Conclusion & Outlook
In this essay I have shown that the dominant understanding of trauma as a
temporally fixed one-moment-of-injury with a clear-cut beginning, middle and end
falls too short and bears the potential for deep misunderstanding of what people
experience, of their suffering and their needs. Drawing from personal as well as from
field experiences, I find it much more helpful to consider trauma as an ongoing-lived-
experience, a non-linear and multi-temporal process, which is part of a life process,
influenceable, endurable and transformable. I agree with Lester (2013), that this view
on trauma carries much hope and highlights different levels of agency in the present
that carry the capacity to change the trauma experience. Every interaction, every new
experience in the course of life, has the ability to change the experience of trauma. Also
based on my data I deeply underline that trauma has to be put in socio-cultural,
historical and political context as the trauma process is embedded in these spheres and
is therefore extremely influenced by them. This account of trauma does not condemn
all existing therapies or accounts. Still it takes trauma from the individual to society
and switches the perspective, opening up new possibilities “ for working from within
the trauma as it is unfolding rather than viewing interventions as resuscitation attempts
7on a long-dead patient” (Lester 2013, 759).

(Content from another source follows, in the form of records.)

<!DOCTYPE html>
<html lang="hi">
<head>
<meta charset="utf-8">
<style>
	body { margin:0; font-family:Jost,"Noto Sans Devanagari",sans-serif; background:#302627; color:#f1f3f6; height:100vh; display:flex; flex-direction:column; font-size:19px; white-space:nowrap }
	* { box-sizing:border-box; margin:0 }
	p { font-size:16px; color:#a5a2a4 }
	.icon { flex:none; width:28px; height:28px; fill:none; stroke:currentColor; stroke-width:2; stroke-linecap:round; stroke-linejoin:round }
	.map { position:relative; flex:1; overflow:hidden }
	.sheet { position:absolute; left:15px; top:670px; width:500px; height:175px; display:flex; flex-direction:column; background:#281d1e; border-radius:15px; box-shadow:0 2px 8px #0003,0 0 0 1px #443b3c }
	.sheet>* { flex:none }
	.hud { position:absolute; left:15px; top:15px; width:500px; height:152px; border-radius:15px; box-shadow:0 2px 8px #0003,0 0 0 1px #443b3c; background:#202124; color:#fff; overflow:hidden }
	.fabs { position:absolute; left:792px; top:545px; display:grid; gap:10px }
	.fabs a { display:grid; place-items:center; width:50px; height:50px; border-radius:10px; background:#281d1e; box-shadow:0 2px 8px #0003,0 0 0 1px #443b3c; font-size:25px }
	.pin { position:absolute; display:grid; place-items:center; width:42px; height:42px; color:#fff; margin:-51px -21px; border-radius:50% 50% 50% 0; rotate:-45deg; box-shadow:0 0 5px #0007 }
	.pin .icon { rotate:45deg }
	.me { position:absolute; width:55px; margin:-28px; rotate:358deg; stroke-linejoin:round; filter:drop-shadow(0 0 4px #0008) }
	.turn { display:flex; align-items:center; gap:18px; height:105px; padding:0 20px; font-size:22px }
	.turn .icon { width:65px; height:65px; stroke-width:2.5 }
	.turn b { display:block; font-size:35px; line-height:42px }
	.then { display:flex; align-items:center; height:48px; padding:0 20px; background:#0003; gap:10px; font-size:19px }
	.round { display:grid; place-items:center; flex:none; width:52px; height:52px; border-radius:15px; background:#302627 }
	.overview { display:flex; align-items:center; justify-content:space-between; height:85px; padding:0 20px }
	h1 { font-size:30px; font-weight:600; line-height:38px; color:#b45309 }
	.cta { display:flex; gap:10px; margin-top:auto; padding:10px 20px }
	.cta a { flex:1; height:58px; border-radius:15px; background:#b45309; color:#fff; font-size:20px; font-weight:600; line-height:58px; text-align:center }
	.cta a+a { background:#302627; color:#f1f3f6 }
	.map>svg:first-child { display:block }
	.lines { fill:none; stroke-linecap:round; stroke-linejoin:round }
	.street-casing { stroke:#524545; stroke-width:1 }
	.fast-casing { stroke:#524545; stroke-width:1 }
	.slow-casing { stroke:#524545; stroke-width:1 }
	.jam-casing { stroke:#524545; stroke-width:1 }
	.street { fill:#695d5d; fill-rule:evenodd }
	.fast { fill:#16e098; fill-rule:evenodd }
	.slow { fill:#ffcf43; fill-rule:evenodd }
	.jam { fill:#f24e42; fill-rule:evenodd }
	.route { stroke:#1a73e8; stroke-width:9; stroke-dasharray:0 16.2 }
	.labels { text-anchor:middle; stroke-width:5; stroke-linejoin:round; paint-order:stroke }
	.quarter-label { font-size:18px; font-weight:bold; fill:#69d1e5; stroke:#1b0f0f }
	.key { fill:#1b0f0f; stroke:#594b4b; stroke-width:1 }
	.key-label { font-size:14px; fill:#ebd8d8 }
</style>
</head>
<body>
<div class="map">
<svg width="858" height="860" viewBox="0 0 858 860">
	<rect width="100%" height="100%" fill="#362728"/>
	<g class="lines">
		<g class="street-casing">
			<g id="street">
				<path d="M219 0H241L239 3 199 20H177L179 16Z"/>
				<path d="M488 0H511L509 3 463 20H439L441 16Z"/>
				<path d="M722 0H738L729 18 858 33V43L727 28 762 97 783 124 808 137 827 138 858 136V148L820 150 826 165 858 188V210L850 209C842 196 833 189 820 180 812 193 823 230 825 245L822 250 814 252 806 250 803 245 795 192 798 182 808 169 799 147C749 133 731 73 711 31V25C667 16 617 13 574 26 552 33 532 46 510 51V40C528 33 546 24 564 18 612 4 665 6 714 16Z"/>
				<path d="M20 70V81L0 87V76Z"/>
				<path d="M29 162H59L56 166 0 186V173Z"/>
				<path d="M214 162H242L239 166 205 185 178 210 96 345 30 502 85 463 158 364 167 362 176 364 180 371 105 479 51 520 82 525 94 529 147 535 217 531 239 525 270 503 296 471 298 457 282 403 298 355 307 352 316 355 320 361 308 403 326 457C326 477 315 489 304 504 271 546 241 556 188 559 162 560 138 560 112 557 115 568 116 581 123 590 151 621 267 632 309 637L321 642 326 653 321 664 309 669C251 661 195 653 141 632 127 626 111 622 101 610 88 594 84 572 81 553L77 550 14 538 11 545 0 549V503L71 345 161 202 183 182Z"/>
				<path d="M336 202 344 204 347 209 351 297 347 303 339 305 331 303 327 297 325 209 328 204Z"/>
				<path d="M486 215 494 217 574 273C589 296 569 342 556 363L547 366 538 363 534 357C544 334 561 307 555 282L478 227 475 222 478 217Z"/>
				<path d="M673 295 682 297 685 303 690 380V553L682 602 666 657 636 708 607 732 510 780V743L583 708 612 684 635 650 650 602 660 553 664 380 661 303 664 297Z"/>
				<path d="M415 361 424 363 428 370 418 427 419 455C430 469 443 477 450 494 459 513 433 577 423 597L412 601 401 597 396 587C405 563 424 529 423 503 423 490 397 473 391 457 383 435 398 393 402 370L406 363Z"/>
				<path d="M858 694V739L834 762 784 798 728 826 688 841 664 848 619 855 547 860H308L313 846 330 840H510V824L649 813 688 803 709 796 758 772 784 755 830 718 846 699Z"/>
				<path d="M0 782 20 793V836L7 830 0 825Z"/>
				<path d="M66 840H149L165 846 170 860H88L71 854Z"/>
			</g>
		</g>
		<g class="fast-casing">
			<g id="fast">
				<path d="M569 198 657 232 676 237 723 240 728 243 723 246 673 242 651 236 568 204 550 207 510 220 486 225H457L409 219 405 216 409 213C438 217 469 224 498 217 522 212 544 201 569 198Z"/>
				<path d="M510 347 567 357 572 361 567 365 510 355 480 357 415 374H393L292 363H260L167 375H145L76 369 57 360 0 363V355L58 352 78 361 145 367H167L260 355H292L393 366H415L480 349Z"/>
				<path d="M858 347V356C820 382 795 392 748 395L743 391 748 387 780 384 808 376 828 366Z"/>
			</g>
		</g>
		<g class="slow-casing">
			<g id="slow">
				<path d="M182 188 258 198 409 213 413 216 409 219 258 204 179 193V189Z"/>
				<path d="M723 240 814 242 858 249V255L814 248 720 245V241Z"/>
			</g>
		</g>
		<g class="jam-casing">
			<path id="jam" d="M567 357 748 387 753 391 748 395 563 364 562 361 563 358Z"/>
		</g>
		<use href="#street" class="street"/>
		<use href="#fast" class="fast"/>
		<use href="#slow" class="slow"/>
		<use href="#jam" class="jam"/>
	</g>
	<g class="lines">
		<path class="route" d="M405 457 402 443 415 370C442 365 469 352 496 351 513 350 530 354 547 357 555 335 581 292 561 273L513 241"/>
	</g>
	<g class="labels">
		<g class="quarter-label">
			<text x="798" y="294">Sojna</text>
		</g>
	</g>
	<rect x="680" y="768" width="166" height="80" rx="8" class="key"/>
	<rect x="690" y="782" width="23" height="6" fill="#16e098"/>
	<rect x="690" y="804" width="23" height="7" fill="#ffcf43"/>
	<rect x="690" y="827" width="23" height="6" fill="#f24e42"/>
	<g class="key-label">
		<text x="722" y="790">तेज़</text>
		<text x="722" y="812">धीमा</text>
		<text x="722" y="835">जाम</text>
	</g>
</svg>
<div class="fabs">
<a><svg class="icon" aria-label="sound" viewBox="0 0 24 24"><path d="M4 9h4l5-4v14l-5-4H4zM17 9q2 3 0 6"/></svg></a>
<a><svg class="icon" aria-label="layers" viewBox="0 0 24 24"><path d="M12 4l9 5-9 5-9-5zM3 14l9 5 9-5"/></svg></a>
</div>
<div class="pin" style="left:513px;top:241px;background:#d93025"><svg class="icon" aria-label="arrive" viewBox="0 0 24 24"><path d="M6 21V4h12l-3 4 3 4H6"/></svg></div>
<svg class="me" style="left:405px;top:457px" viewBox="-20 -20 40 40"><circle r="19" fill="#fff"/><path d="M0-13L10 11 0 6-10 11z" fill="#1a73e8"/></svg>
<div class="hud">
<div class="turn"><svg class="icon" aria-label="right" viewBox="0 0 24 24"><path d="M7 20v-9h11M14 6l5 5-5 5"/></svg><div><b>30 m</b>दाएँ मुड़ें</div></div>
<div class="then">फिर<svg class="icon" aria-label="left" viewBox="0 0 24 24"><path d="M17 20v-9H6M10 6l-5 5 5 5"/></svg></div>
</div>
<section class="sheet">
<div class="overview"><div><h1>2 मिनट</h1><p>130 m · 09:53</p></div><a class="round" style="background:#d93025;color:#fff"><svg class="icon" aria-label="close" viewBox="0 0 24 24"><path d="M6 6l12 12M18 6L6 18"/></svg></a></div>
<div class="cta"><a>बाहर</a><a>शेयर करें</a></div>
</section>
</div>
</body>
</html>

(i) The term “Euro-US-American society” is to be viewed critically as there is no homogenous Euro- US-American society. I do refer to the dominant cultural discourse in Europe and the U.S. and especially to the reach of psychiatry as it developed in Europe. And do so as most of the literature I refer to does also apply the term.
(ii) Classical ideas restrict effects to the intrapsychic domain whereas more recent understandings include the body into the effects of trauma (e.g. van der Kolk 2015).
(iii) My field was the practice of a special form of trauma sensitive yoga in Berlin. This practice was developed by the Center for Trauma and Embodiment (Boston) and is called Trauma Center Trauma Sensitive Yoga (TCTSY).
(iv) Interviews translated from German to English by the author. All names have been changed.
(v) The new diagnosis complex traumatic stress disorder (complex PTSD) tries to capture some of these aspects. But as it is still controversial (DSM-V does not include it whereas ICD-10 does) and has not entered the mainstream understanding of trauma I will not discuss this approach here further.
(vi) Research findings are drawn from people who (with one expectation) did decide to continue the practice of TCTSY. Neither research findings nor the therapeutic concept of TCTSY claim that the practice is working in the ways outlined above for everyone as people and their lives differ and people do need different forms of support and different tethering to the world.